- _Problem statement_
Among the entries below, how many lines have the string "above" in them? Only the number should be given.

- _Data shown_
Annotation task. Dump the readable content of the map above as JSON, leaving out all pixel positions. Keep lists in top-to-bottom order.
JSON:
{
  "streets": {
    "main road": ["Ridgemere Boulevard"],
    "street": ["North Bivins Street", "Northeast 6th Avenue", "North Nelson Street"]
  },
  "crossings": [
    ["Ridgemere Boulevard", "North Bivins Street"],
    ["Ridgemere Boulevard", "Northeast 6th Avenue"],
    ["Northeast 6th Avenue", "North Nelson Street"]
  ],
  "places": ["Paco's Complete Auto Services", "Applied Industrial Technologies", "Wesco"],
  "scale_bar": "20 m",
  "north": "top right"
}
---
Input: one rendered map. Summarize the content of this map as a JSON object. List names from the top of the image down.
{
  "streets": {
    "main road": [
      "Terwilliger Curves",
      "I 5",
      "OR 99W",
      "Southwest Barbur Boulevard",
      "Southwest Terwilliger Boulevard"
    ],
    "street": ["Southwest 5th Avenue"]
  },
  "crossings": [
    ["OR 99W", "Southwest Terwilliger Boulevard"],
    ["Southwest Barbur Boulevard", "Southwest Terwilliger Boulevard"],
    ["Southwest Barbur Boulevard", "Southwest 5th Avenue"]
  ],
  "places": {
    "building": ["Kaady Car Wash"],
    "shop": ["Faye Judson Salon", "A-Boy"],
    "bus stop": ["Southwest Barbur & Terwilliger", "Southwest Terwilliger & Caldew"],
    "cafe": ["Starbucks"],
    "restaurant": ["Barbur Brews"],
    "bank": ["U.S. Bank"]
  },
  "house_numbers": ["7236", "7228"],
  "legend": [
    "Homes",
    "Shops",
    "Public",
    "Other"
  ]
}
--
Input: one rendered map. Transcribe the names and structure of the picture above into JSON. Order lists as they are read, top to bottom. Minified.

- _The answer_
2